Your instructions: In the records, each line holding "lists" must be reported.

Provided records:

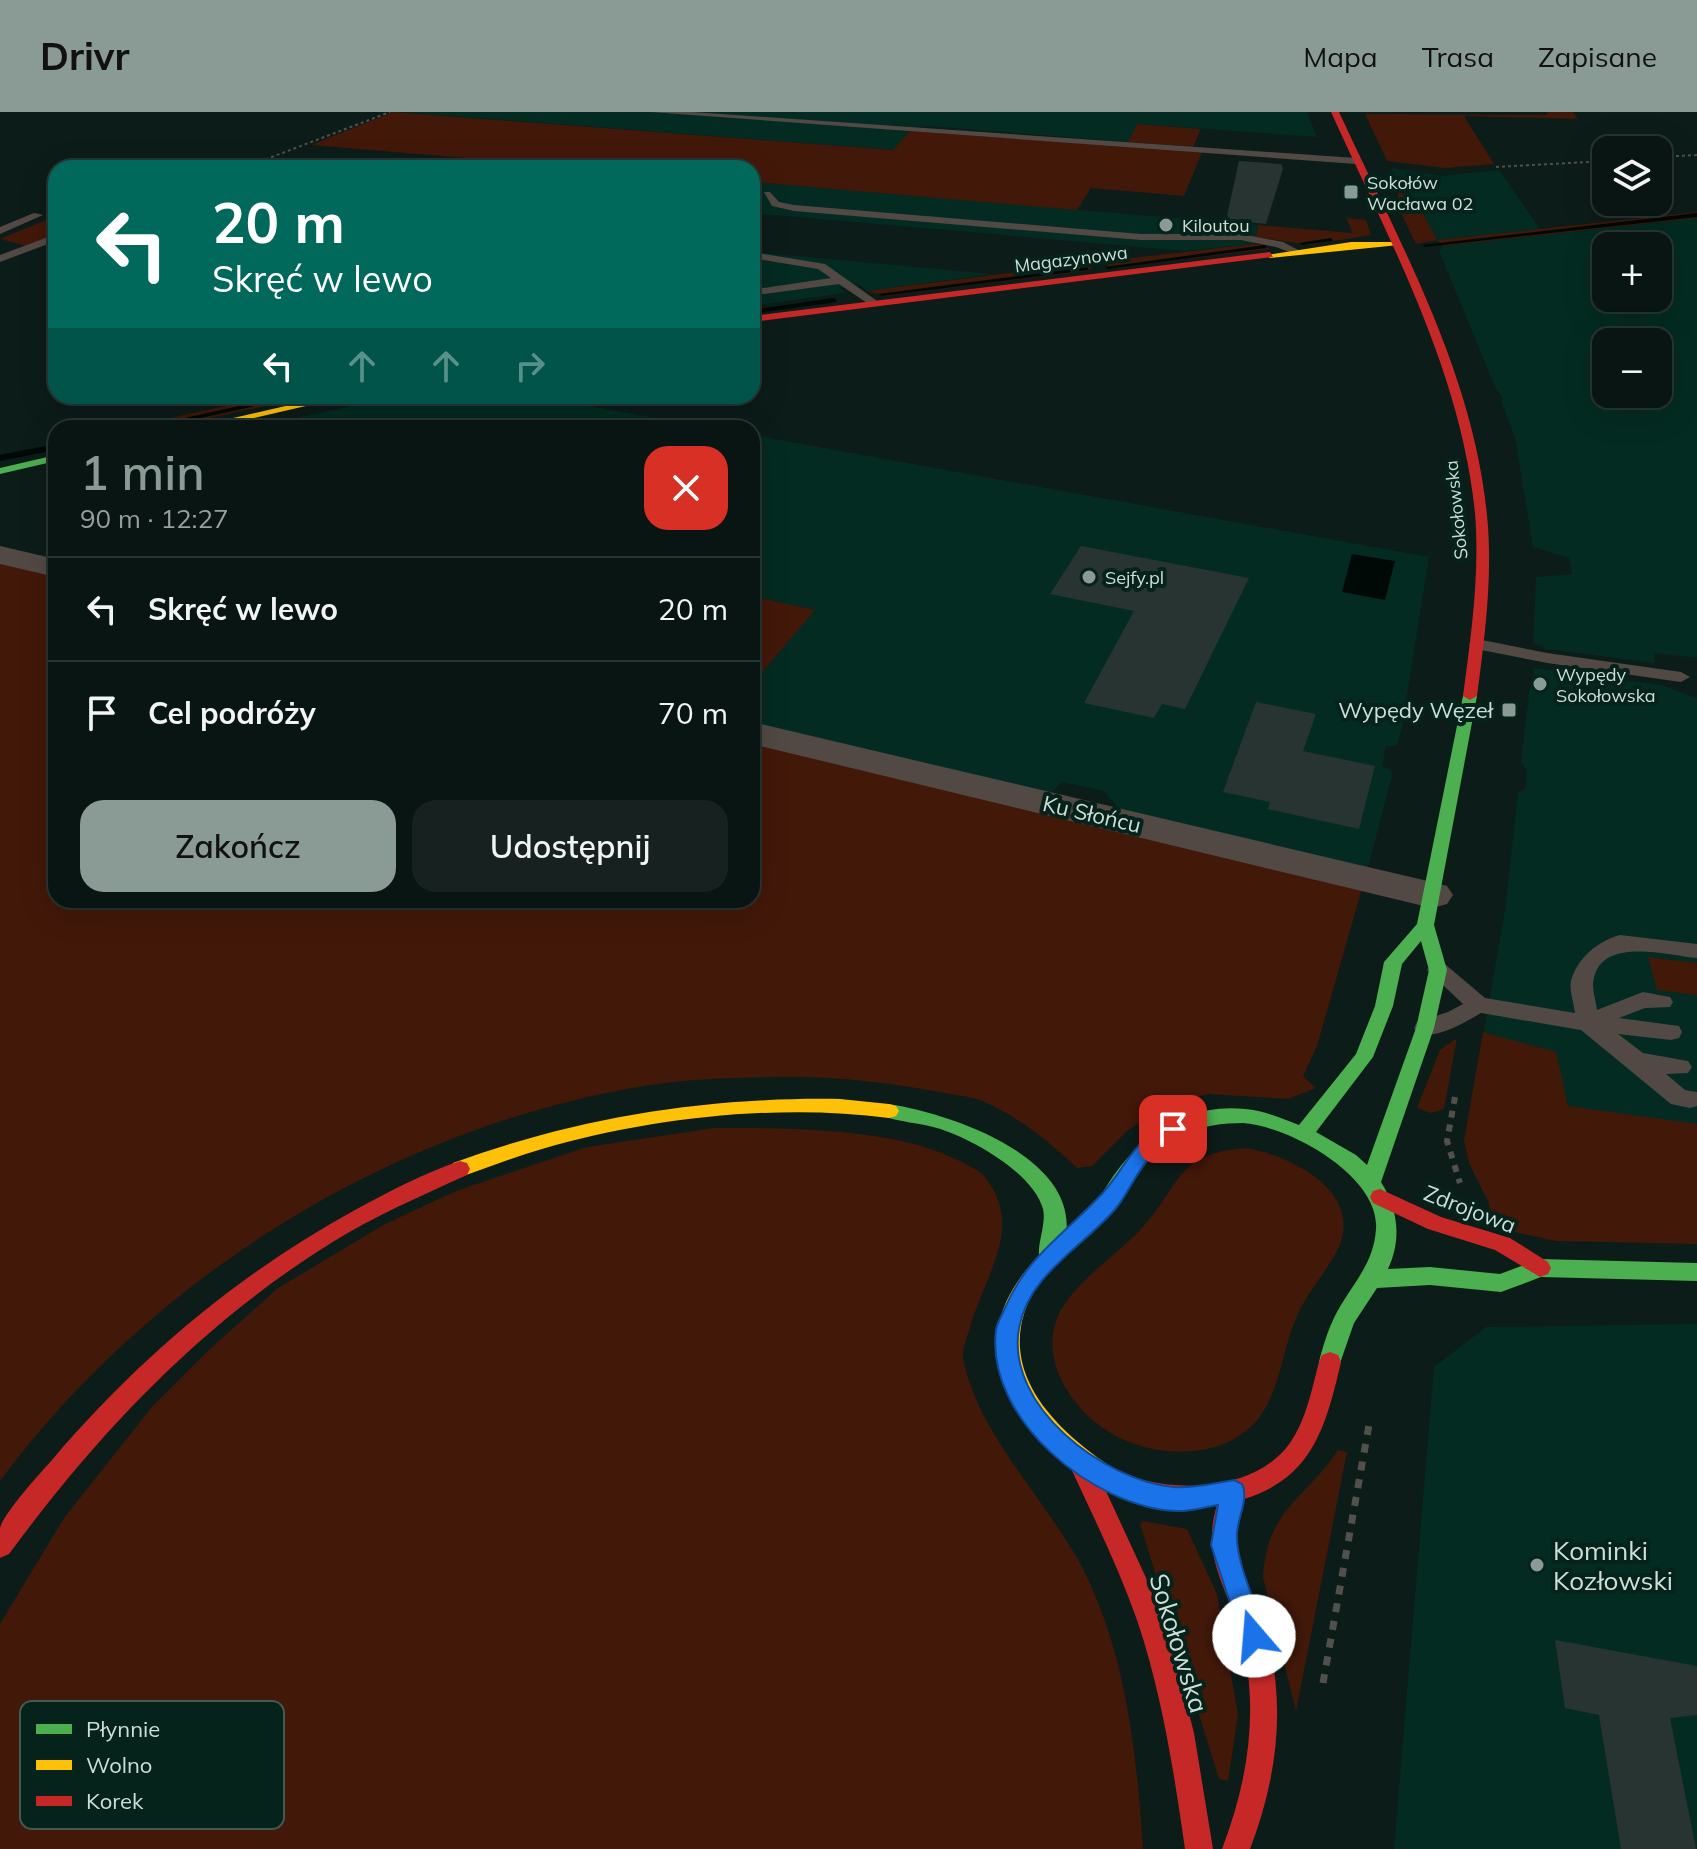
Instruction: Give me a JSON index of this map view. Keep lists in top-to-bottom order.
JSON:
{
  "streets": {
    "main road": ["Magazynowa", "Sokołowska", "Zdrojowa"],
    "street": ["Ku Słońcu"]
  },
  "crossings": [
    ["Magazynowa", "Sokołowska"],
    ["Sokołowska", "Ku Słońcu"],
    ["Sokołowska", "Zdrojowa"]
  ],
  "places": {
    "transit": ["Sokołów Wacława 02", "Wypędy Węzeł"],
    "other": [
      "Kiloutou",
      "Sejfy.pl",
      "Wypędy Sokołowska",
      "Kominki Kozłowski"
    ]
  },
  "legend": ["Płynnie", "Wolno", "Korek"],
  "page": {
    "header": "Drivr",
    "nav": ["Mapa", "Trasa", "Zapisane"],
    "map_buttons": ["+", "−"],
    "turn": ["20 m", "Skręć w lewo"],
    "heading": ["1 min", "90 m · 12:27"],
    "list": [
      {
        "name": "Skręć w lewo",
        "value": "20 m"
      },
      {
        "name": "Cel podróży",
        "value": "70 m"
      }
    ],
    "buttons": ["Zakończ", "Udostępnij"]
  }
}
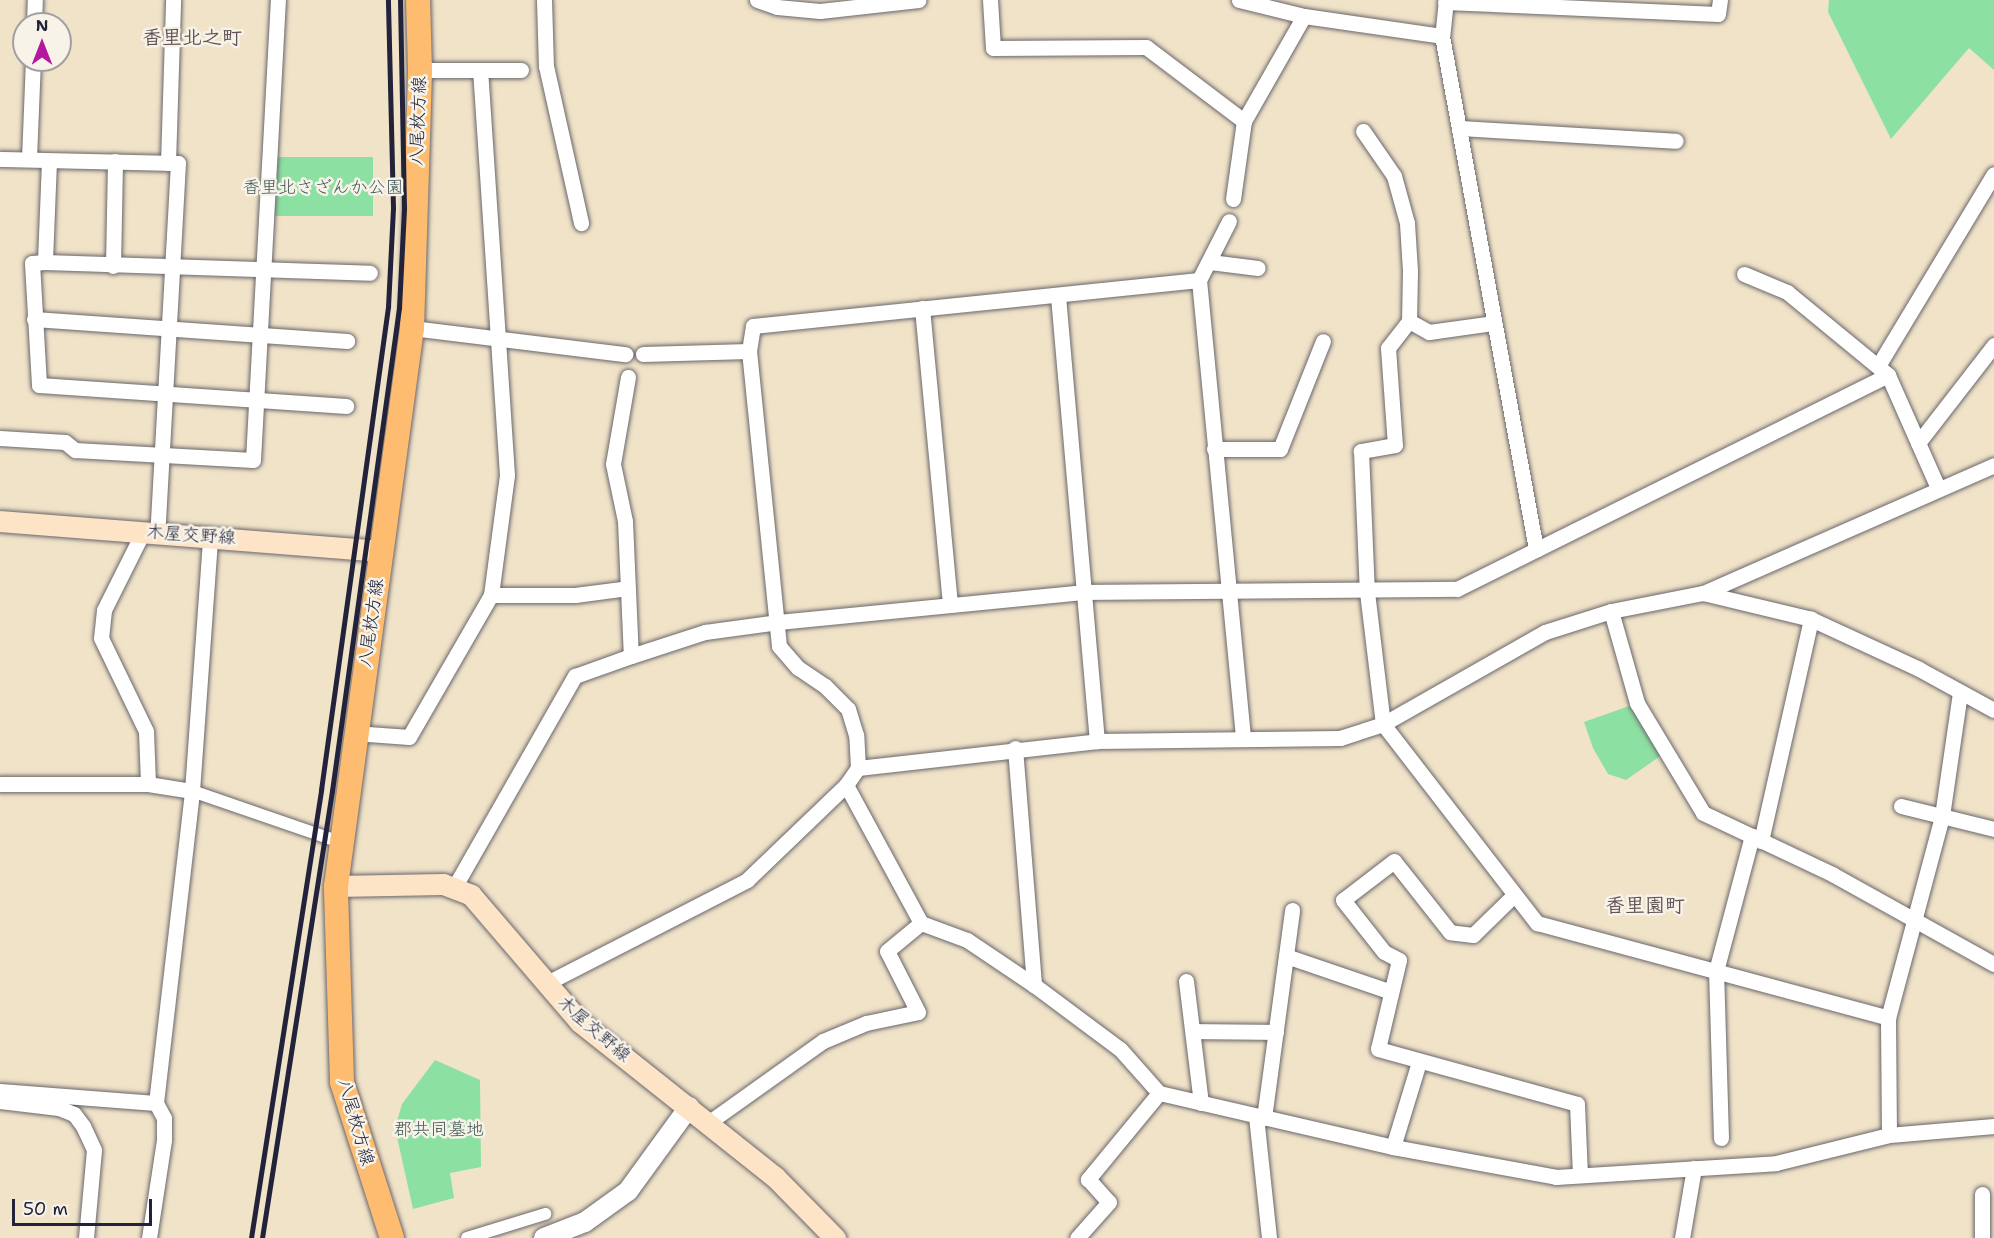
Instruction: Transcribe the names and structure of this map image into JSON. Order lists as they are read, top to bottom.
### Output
{
  "streets": {
    "main road": ["八尾枚方線", "木屋交野線"]
  },
  "crossings": [
    ["八尾枚方線", "木屋交野線"]
  ],
  "districts": ["香里北之町", "香里園町"],
  "parks": ["香里北さざんか公園", "郡共同墓地"],
  "scale_bar": "50 m",
  "north": "top"
}
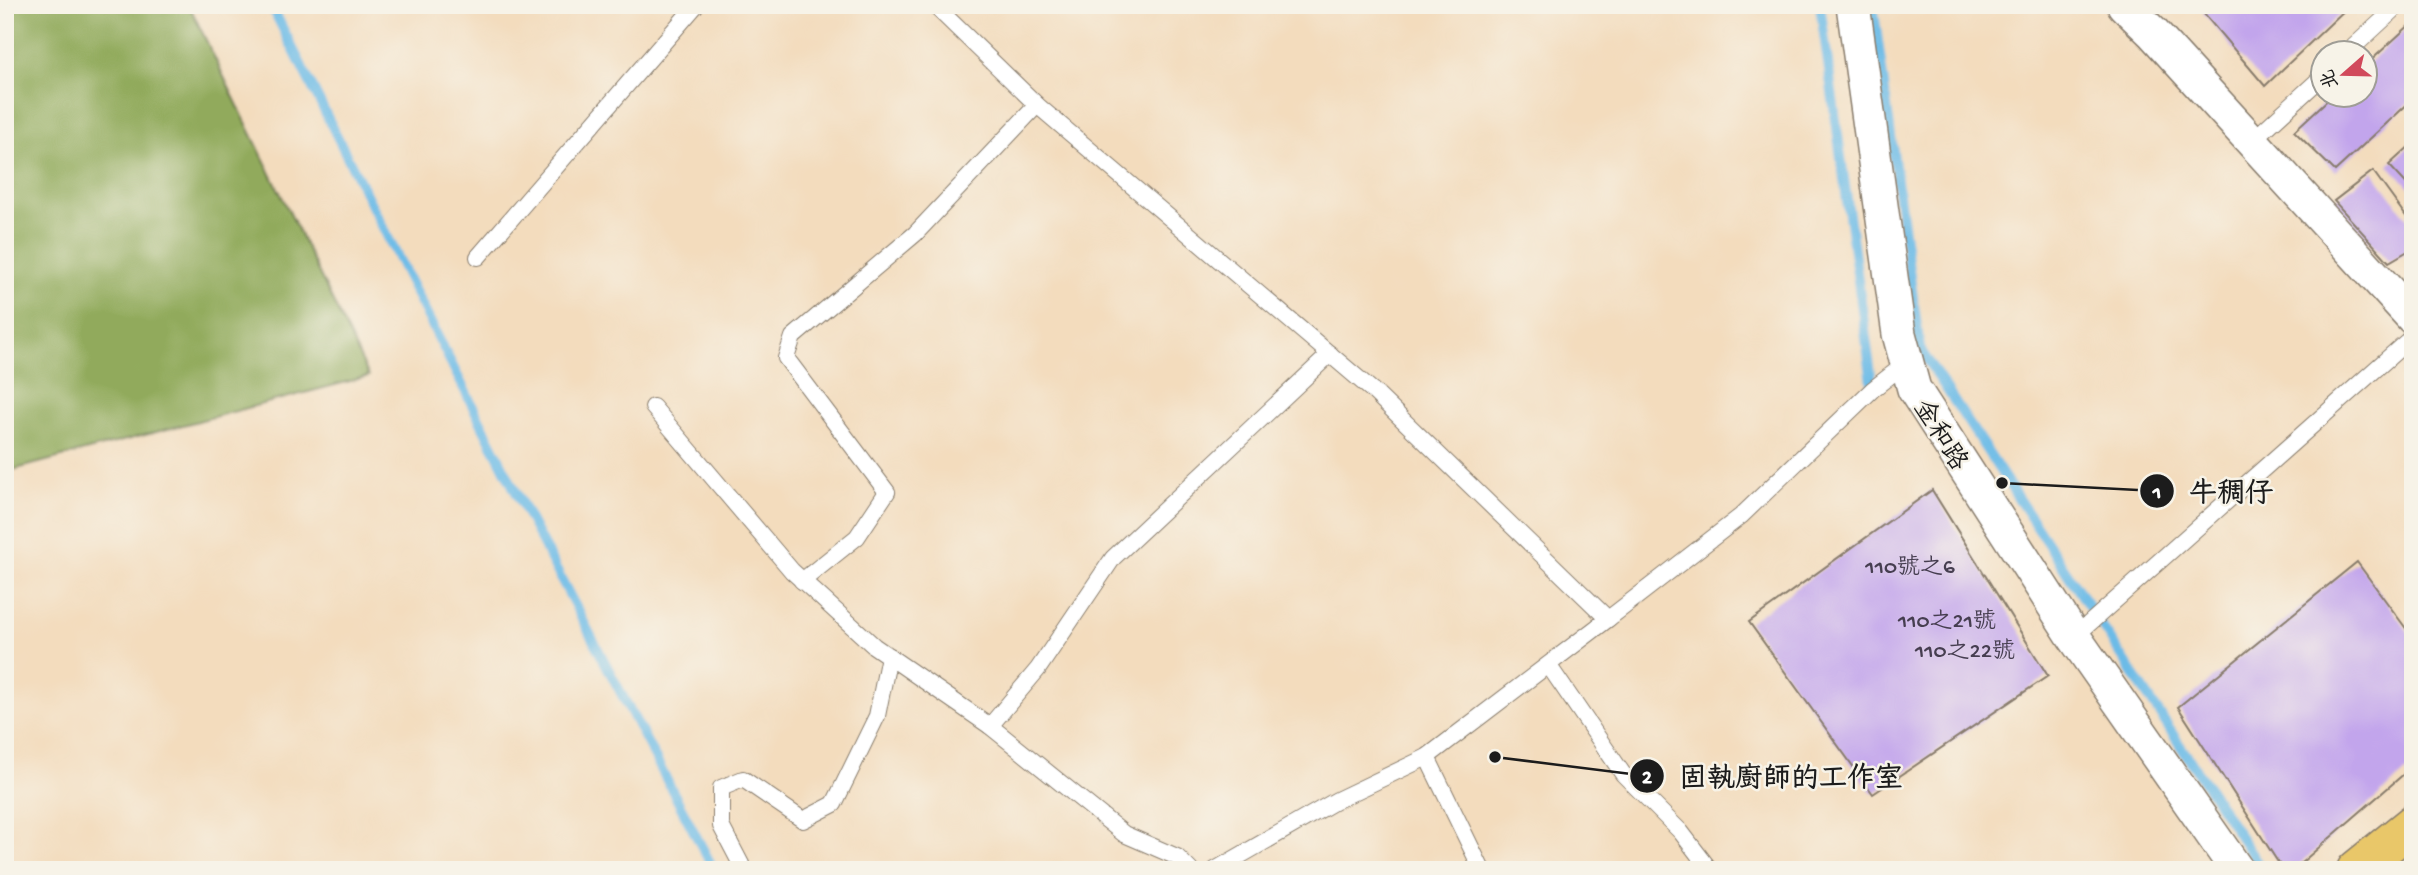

Problem solution:
Instruction: Give me a JSON index of this map view. Keep lists in top-to-bottom order.
Instruction: Transcribe the names and structure of this map image into JSON. Order lists as they are read, top to bottom.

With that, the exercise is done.